We'll use Mosaic's `rst_frombands()` method to collect our 12 individual raster bands into a single raster. The default behaviour is to upsample the bands to the resultion of the highest.

In order to do this, we'll need to reshape our dataframe: representing each sweep's bands as columns single dataframe row.

In [0]:
bands = [
    "B01",
    "B02",
    "B03",
    "B04",
    "B05",
    "B06",
    "B07",
    "B08",
    "B8A",
    "B09",
    "B11",
    "B12",
]

raster_multiband_table_ref = f"{CATALOG}.{SCHEMA}.multiband"

(
  raster_4326
    .select("item_id", "datetime", "name", "tile")
    .groupBy("item_id", "datetime")
    .pivot("name", bands)
    .agg(F.first("tile"))
    .withColumn("tile", mos.rst_frombands(F.array(*bands)))
    .drop(*bands)
    .write
    .mode("overwrite")
    .saveAsTable(raster_multiband_table_ref)
)

raster_multiband = spark.table(raster_multiband_table_ref)

In [0]:
raster_multiband.display()

+--------------------+--------------------+--------------------+
|             item_id|            datetime|                tile|
+--------------------+--------------------+--------------------+
|S2A_MSIL2A_202105...|2021-05-30T11:43:...|{NULL, /dbfs/tmp/...|
|S2A_MSIL2A_202106...|2021-06-07T10:56:...|{NULL, /dbfs/tmp/...|
|S2B_MSIL2A_202105...|2021-05-02T11:33:...|{NULL, /dbfs/tmp/...|
|S2A_MSIL2A_202106...|2021-06-29T11:43:...|{NULL, /dbfs/tmp/...|
|S2B_MSIL2A_202107...|2021-07-08T11:21:...|{NULL, /dbfs/tmp/...|
+--------------------+--------------------+--------------------+



## Join our vector and raster datasets and clip the rasters

In order to compute statistics for each area of interest, we need to create subsets of the raster pixels that correspond to each AoI's area.

We can achieve this by
  - joining the multiband raster data with the ID sets computed earlier;
  - exploding these sets and looking up the corresponding geometries (so we have an image and geometry per ID / granule combination); then
  - clipping the image by the geometry using the `rst_clip()` method.
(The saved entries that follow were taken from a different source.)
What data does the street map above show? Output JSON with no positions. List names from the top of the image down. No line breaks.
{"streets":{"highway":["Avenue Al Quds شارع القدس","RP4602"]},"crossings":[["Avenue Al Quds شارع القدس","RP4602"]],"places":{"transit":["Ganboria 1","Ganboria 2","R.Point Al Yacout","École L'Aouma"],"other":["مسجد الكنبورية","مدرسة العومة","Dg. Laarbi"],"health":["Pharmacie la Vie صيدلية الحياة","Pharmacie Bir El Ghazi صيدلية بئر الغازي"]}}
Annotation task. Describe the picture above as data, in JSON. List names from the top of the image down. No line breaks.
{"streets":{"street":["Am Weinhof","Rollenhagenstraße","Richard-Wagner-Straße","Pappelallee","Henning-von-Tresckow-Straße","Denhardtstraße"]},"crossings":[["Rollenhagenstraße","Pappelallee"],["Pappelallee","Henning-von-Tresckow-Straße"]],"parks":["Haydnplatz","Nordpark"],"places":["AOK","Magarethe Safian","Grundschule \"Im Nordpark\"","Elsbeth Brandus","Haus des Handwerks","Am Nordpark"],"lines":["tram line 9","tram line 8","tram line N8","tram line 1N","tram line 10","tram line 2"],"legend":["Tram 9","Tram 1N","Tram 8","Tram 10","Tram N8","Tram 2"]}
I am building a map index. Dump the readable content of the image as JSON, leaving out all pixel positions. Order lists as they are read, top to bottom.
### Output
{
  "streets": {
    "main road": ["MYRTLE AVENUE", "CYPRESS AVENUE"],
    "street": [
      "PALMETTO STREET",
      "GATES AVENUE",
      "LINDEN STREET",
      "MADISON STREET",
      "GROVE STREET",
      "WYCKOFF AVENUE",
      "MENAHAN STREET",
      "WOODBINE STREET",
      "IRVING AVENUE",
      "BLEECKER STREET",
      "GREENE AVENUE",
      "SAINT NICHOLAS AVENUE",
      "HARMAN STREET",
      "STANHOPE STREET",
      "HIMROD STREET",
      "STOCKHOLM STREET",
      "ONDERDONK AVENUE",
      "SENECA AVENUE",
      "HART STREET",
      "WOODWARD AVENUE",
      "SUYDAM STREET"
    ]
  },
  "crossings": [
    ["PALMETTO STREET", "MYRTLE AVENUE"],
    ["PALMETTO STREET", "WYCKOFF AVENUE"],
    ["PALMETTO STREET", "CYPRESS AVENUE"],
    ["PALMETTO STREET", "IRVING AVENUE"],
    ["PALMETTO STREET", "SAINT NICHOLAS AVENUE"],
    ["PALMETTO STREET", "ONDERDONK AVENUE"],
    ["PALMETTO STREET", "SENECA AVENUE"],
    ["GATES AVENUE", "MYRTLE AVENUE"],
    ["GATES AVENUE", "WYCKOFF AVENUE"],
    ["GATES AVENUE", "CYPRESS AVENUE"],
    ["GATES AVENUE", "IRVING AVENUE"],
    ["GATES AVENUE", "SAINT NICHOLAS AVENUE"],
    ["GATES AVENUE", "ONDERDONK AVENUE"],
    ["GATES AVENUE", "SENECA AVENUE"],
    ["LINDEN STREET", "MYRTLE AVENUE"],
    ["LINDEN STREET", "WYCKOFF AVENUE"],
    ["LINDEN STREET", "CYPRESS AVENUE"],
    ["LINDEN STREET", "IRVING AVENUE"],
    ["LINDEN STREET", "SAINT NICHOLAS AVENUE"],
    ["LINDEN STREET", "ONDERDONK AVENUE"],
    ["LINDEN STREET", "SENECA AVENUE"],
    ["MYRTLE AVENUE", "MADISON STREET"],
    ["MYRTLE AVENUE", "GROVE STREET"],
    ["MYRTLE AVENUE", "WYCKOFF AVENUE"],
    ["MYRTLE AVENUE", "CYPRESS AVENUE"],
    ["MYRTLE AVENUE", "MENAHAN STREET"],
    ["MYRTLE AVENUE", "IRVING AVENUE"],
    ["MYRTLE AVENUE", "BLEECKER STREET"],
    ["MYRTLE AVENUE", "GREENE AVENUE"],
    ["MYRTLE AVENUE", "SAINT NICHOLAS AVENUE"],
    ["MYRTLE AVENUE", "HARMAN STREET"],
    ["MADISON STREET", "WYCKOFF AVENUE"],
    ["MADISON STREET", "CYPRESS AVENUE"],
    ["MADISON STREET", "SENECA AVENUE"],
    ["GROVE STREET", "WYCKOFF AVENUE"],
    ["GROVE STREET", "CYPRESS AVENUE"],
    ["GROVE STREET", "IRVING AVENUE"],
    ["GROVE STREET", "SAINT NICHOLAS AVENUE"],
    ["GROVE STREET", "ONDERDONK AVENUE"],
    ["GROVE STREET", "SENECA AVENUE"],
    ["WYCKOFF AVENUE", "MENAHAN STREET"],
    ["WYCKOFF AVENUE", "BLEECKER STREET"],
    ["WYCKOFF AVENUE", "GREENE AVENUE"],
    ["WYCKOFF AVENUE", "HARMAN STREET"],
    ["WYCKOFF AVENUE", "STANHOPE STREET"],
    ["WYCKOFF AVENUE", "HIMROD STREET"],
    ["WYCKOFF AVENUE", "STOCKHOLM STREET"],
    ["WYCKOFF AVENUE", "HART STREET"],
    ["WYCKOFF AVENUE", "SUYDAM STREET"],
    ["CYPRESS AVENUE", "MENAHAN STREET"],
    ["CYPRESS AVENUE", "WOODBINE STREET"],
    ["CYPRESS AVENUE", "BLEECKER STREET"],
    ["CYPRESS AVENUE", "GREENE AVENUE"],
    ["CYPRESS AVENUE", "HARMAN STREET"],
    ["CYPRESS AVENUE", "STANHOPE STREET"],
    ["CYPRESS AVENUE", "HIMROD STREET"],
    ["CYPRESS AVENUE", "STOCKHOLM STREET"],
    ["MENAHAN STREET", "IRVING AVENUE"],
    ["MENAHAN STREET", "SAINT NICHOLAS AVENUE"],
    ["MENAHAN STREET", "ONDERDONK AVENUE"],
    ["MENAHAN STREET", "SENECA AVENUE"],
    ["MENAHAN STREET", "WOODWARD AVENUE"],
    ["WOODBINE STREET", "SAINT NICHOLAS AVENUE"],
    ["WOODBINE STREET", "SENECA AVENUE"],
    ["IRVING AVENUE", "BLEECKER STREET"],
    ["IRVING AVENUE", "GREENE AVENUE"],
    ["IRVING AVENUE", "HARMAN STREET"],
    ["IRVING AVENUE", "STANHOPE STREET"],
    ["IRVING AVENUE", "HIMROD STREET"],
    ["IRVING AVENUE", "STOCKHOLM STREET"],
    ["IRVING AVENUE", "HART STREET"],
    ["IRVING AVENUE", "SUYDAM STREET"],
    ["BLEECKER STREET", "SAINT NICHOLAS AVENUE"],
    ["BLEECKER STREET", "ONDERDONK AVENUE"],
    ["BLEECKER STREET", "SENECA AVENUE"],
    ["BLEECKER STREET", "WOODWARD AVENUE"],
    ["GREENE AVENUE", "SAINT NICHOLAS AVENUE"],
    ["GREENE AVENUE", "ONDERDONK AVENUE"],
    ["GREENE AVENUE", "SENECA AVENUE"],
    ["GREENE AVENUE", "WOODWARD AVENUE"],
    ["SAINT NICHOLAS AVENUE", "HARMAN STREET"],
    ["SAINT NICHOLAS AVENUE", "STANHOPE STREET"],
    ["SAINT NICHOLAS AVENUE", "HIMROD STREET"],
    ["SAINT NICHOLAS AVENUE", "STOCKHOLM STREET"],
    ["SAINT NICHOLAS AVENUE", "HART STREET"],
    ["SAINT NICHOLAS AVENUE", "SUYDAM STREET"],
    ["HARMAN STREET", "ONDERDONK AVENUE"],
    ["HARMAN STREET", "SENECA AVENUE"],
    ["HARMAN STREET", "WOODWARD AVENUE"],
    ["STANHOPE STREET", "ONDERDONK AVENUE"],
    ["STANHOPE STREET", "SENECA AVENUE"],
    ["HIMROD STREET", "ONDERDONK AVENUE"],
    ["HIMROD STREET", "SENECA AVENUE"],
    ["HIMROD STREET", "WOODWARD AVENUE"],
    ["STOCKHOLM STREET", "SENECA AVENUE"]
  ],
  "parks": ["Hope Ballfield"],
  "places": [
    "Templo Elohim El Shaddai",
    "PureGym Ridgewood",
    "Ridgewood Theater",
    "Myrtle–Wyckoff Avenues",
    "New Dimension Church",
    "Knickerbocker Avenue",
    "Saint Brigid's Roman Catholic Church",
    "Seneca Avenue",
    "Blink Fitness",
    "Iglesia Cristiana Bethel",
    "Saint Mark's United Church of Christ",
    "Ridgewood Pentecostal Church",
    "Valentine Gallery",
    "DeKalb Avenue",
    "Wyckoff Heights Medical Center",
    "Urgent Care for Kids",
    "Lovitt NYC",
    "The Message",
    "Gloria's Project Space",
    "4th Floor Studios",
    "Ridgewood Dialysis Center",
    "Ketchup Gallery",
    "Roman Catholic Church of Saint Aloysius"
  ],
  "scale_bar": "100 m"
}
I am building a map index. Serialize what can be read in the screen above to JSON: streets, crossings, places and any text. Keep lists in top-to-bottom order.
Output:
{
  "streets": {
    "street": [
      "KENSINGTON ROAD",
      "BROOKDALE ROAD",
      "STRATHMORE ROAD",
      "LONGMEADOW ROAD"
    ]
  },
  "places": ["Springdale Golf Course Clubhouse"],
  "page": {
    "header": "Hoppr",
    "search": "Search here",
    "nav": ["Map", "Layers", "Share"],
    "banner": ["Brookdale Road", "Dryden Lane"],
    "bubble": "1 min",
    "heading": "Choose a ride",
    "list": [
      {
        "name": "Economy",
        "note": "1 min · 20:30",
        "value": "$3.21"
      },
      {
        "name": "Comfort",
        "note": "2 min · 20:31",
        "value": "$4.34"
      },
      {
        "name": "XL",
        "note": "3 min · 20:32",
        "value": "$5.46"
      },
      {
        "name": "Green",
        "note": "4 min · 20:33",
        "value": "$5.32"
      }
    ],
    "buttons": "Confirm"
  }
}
While we're doing this, we'll use standard Spark SQL functions to filter our imagery to only include the latest image available for each AoI.

In [0]:
aoi_type = "Golf Course"
aoi_table_ref = f"{CATALOG}.{SCHEMA}.aois"

aois = spark.table(aoi_table_ref)
aois.count()

2998

In [0]:
latest_raster_by_aoi_table_ref = f"{CATALOG}.{SCHEMA}.latest_aoi_raster"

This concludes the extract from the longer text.